▸ EXERCISE OBJECTIVE
Provide nothing except how many lines of the data contain the word "Service".

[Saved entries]

********

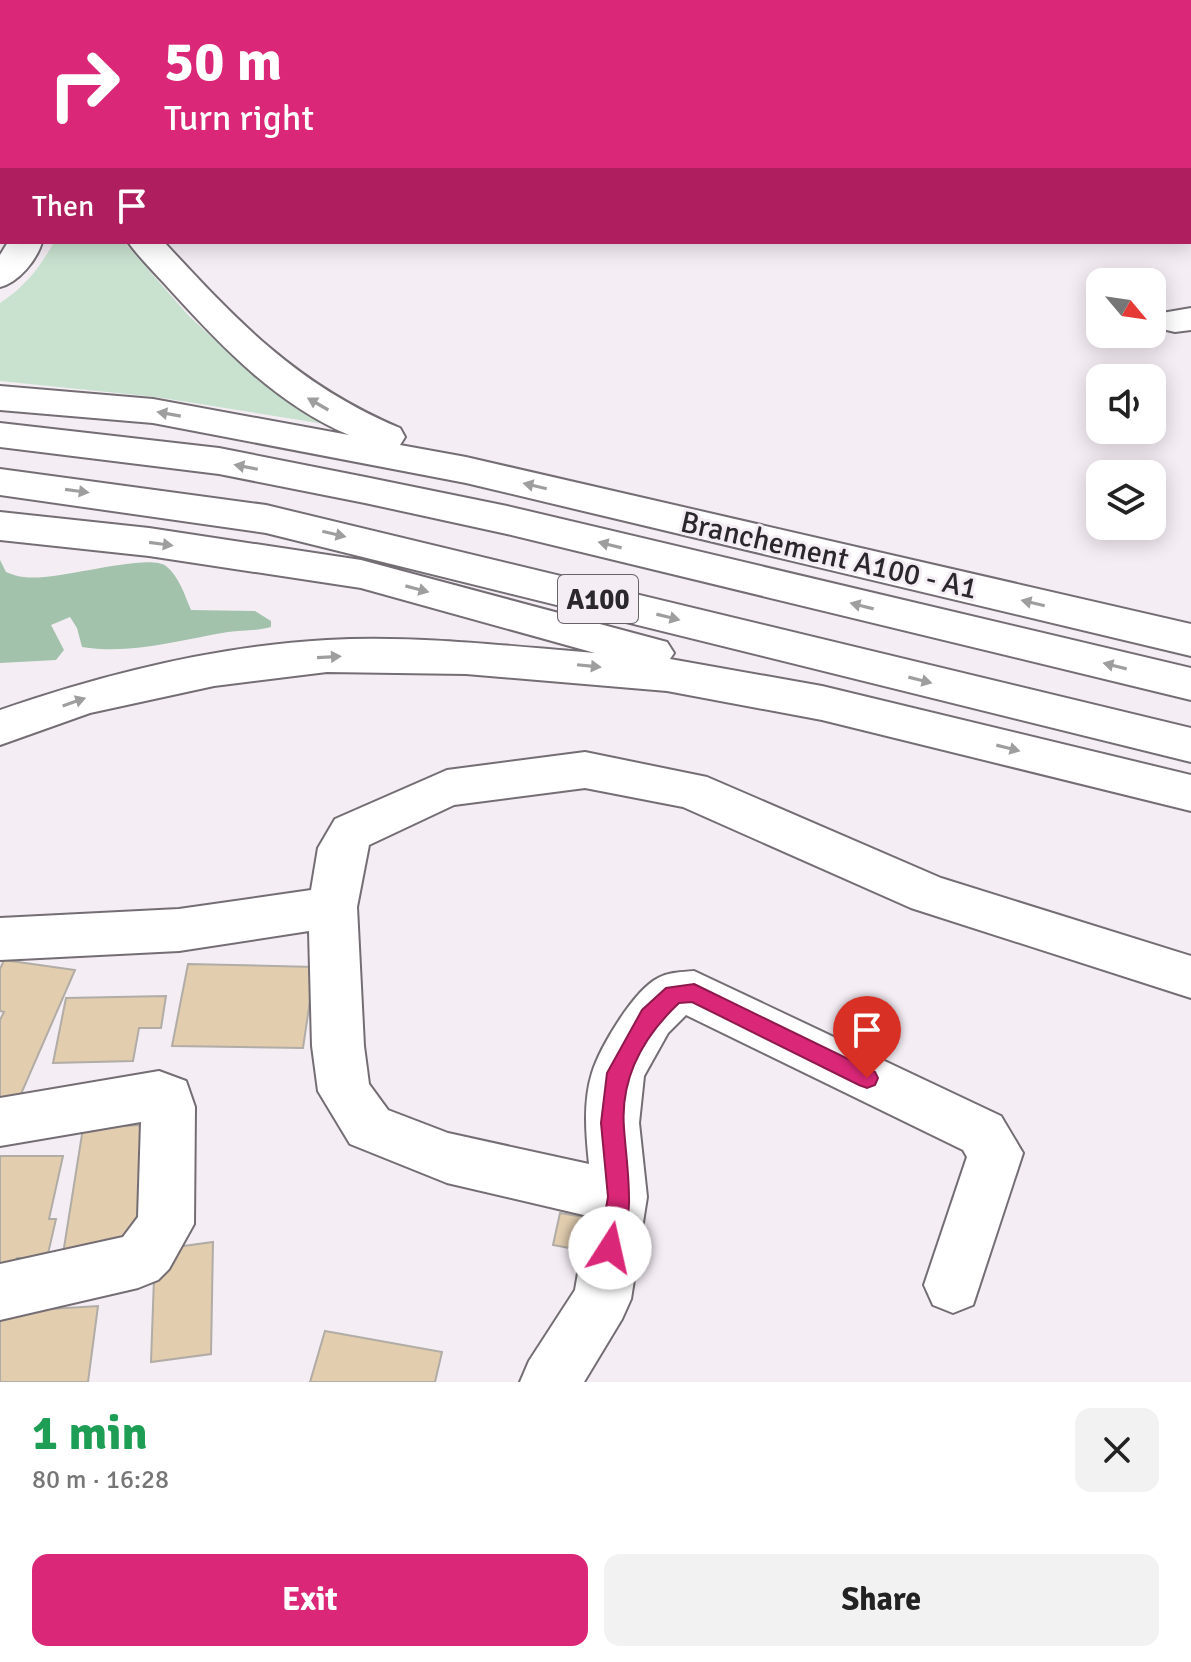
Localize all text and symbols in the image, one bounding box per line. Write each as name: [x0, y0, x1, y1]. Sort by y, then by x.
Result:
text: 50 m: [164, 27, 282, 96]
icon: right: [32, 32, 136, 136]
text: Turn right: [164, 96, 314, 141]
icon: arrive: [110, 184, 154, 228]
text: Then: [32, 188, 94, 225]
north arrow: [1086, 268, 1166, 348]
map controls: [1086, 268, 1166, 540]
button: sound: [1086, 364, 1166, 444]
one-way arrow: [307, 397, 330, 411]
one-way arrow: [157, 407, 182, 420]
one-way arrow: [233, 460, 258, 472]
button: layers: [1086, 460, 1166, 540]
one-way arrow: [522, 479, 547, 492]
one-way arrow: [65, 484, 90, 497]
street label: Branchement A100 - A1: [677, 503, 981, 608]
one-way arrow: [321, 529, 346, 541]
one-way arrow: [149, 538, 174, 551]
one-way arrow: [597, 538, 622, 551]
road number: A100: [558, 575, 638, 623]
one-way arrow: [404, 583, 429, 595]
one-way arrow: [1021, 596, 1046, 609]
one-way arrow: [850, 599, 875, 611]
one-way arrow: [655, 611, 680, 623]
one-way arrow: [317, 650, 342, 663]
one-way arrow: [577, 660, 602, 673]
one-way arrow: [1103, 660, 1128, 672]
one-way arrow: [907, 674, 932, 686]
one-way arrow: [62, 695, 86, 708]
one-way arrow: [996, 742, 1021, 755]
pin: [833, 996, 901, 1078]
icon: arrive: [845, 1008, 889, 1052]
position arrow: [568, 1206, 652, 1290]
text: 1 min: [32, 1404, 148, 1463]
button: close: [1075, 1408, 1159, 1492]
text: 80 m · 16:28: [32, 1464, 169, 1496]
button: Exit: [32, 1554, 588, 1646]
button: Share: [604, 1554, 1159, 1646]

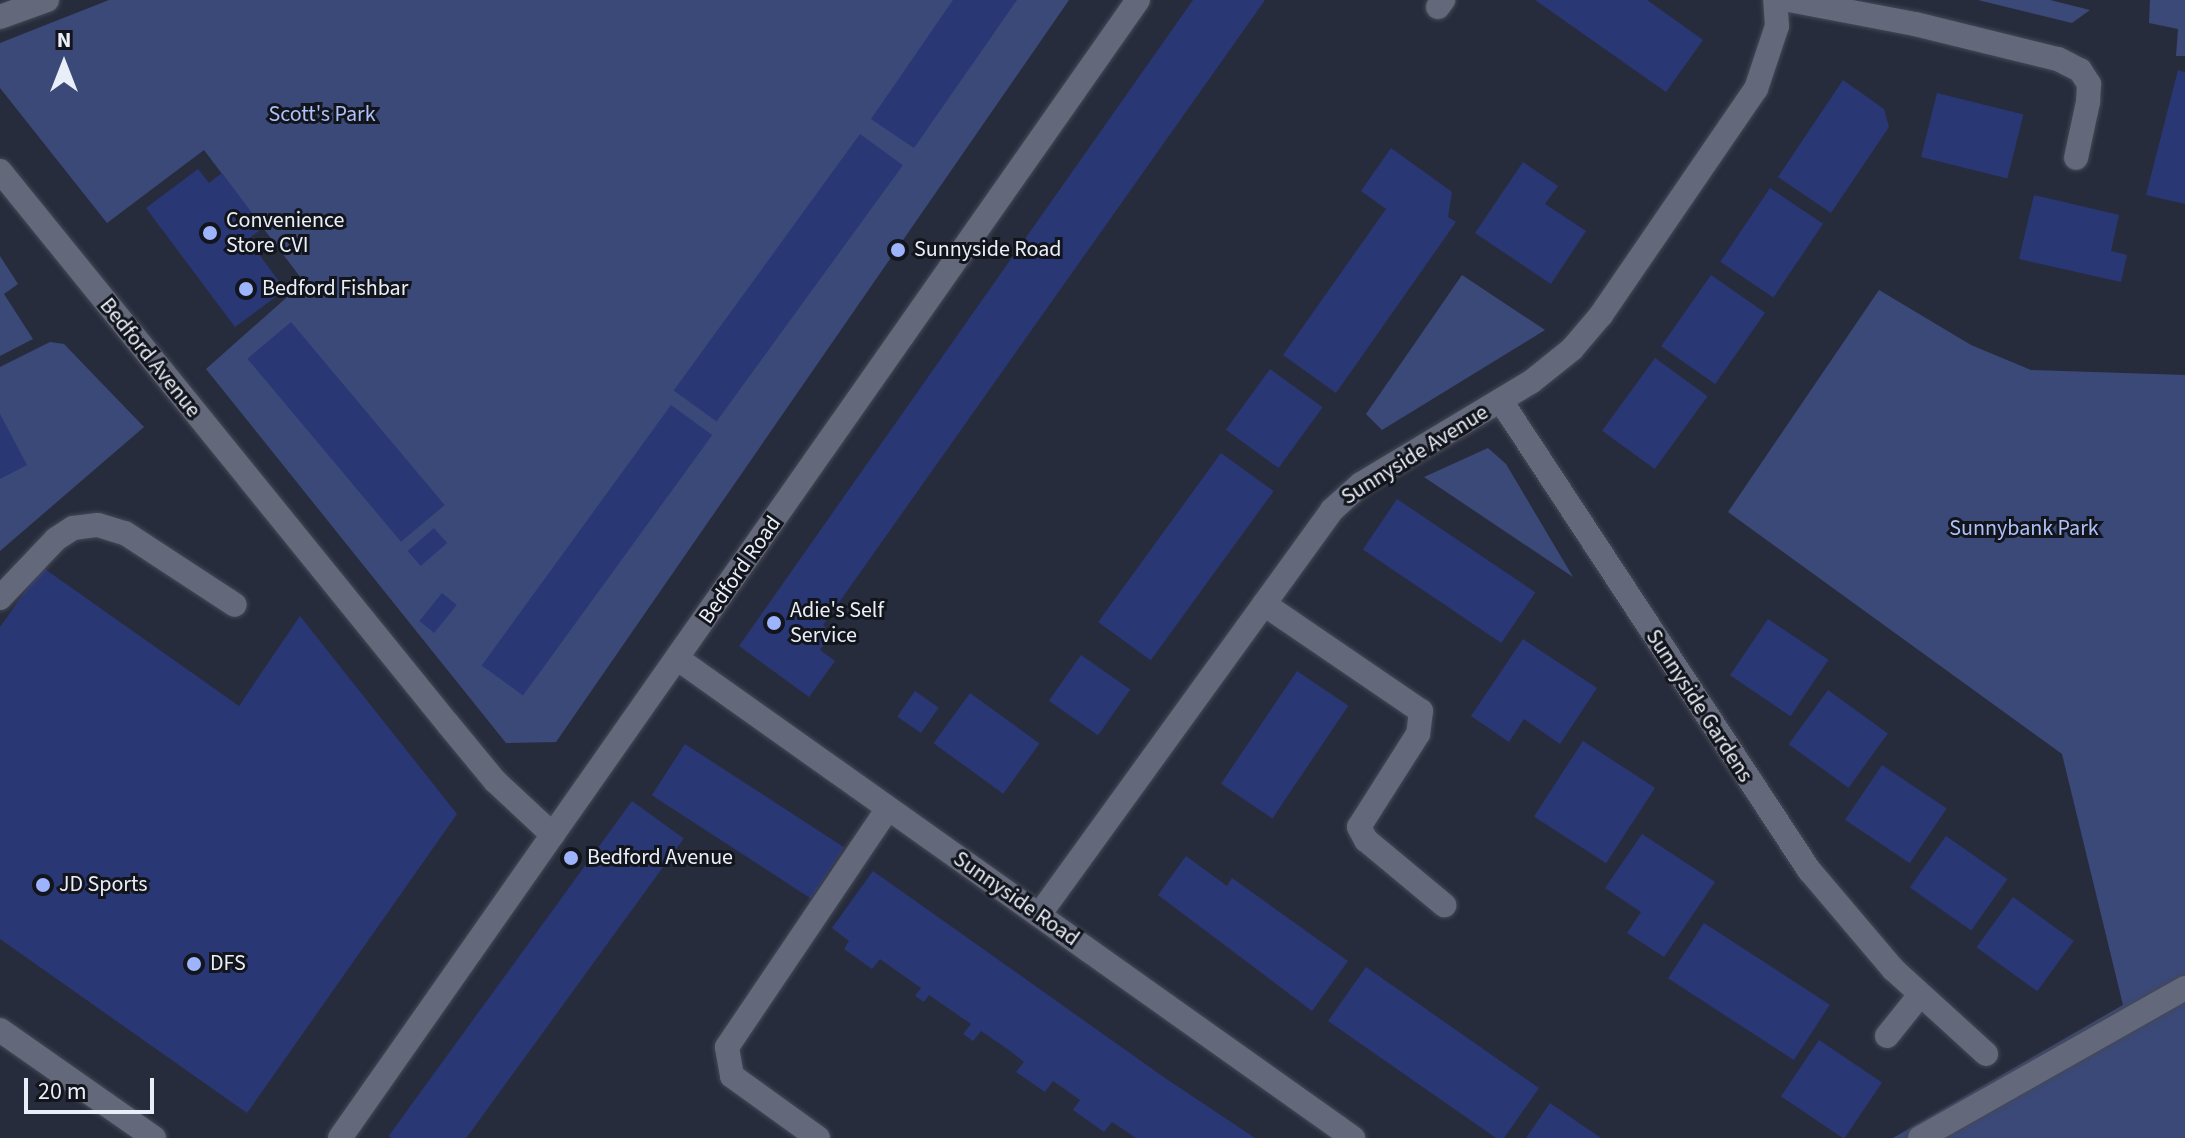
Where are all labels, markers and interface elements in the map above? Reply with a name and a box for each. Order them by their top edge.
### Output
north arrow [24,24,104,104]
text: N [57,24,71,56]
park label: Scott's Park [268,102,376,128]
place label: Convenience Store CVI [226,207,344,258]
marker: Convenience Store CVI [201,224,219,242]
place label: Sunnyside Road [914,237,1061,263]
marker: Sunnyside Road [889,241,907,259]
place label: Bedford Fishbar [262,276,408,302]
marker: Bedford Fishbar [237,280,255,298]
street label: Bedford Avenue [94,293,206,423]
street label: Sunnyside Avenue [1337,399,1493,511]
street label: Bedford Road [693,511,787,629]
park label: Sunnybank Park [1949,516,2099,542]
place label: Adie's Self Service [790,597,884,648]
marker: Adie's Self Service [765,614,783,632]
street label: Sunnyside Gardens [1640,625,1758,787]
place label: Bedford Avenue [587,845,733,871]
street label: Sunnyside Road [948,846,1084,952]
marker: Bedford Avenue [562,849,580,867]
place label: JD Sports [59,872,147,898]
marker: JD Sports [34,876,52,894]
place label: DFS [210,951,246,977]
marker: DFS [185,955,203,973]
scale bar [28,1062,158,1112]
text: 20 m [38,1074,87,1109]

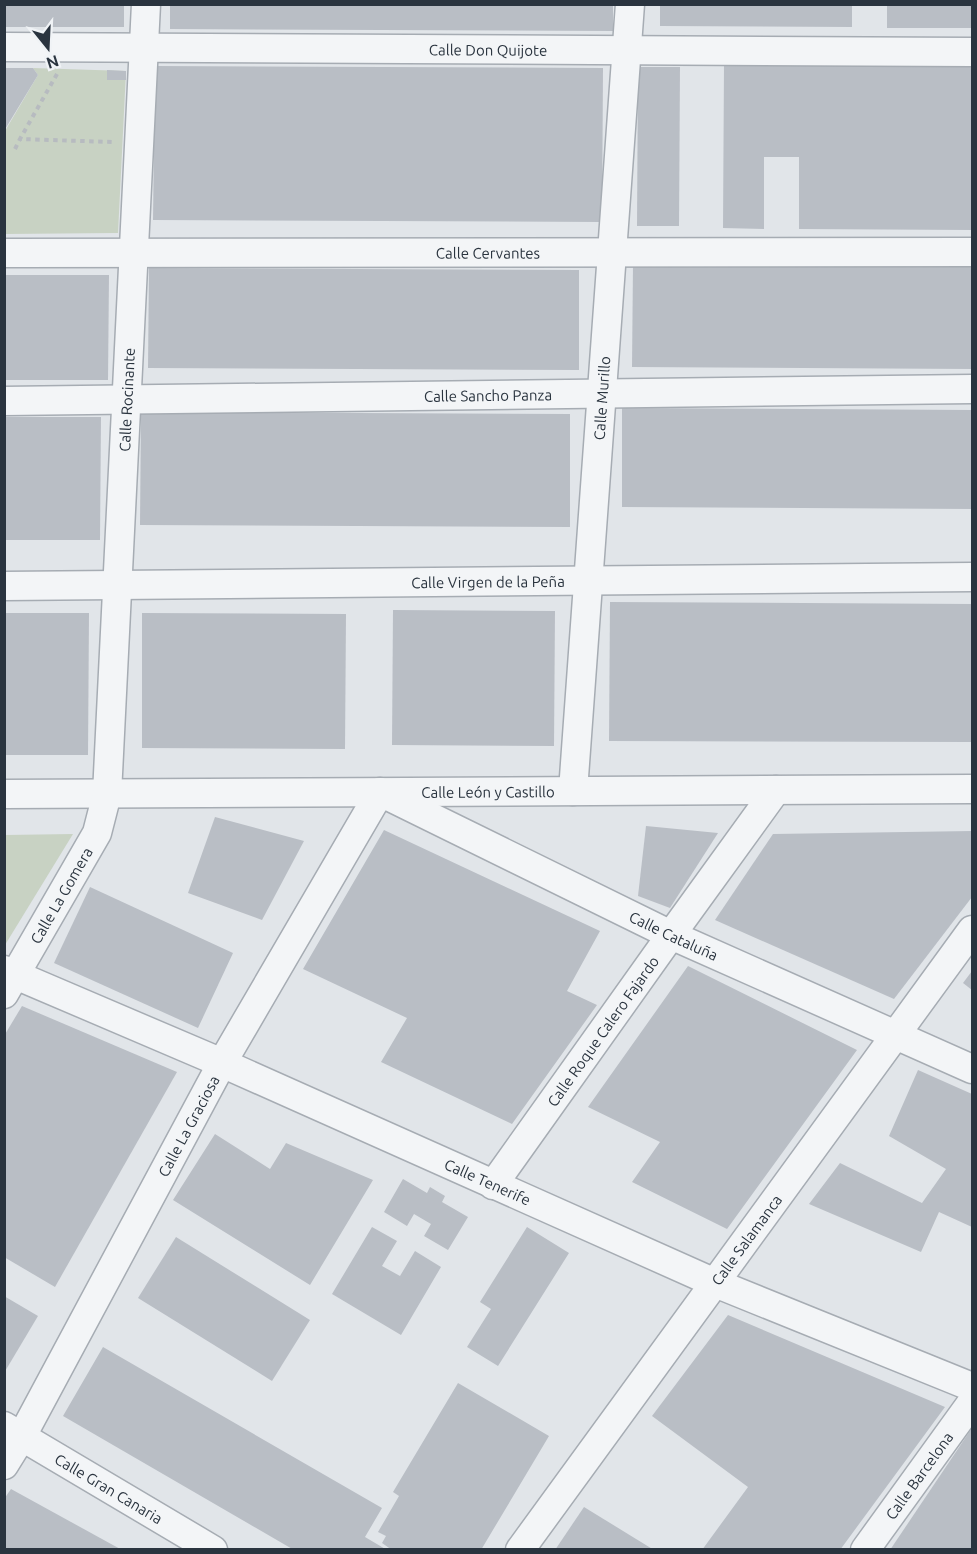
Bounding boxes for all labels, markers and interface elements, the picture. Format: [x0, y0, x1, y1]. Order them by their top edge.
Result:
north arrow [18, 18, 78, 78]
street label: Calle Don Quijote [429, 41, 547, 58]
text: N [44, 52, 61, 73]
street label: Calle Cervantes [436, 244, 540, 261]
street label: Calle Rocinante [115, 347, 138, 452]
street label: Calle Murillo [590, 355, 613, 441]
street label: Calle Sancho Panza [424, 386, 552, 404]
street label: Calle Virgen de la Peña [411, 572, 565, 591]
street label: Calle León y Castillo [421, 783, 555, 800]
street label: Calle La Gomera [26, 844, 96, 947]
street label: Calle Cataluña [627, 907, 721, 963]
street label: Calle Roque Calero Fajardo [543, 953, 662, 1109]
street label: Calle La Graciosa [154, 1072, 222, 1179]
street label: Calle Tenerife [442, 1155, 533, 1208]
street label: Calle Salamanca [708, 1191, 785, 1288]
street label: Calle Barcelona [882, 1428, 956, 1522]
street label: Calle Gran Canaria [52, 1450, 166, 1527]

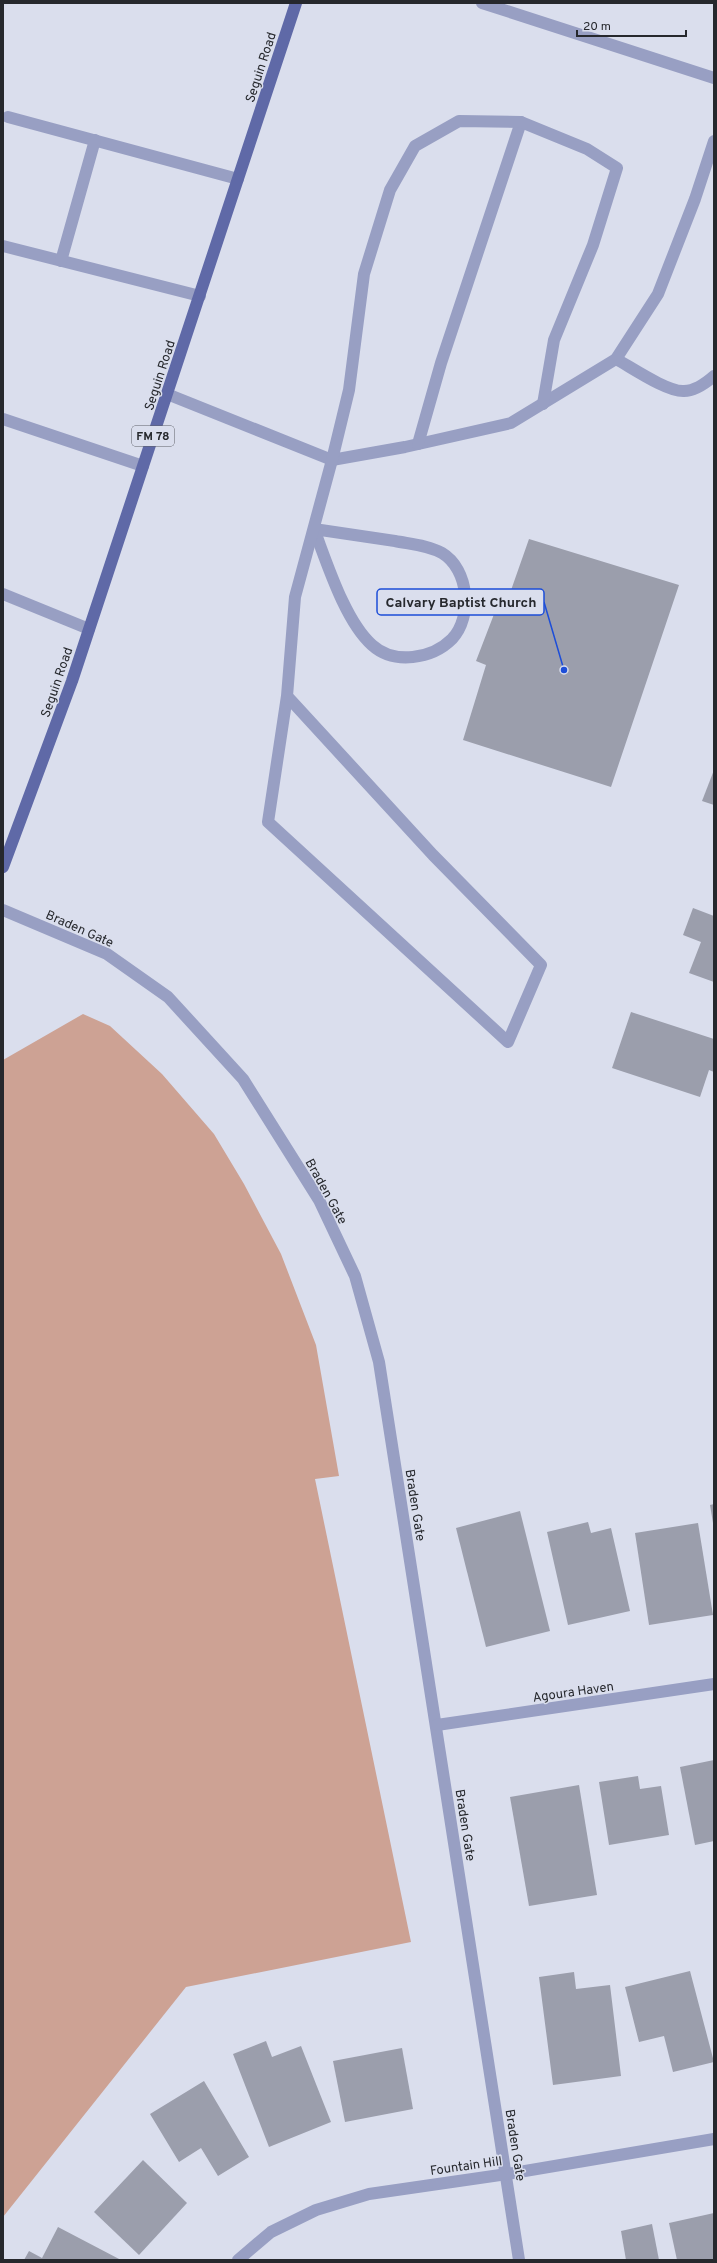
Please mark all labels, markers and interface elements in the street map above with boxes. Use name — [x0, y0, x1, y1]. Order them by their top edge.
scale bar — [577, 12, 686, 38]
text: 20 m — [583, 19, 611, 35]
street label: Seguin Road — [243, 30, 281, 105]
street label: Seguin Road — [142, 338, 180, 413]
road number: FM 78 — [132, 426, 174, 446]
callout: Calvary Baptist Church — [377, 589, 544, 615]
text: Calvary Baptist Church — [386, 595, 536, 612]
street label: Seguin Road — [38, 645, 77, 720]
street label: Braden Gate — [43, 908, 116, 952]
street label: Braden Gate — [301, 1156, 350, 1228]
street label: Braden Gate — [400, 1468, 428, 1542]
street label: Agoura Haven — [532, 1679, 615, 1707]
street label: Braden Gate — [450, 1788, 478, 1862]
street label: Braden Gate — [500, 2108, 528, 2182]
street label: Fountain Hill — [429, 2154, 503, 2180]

********

▸ FINISHED EXERCISE
2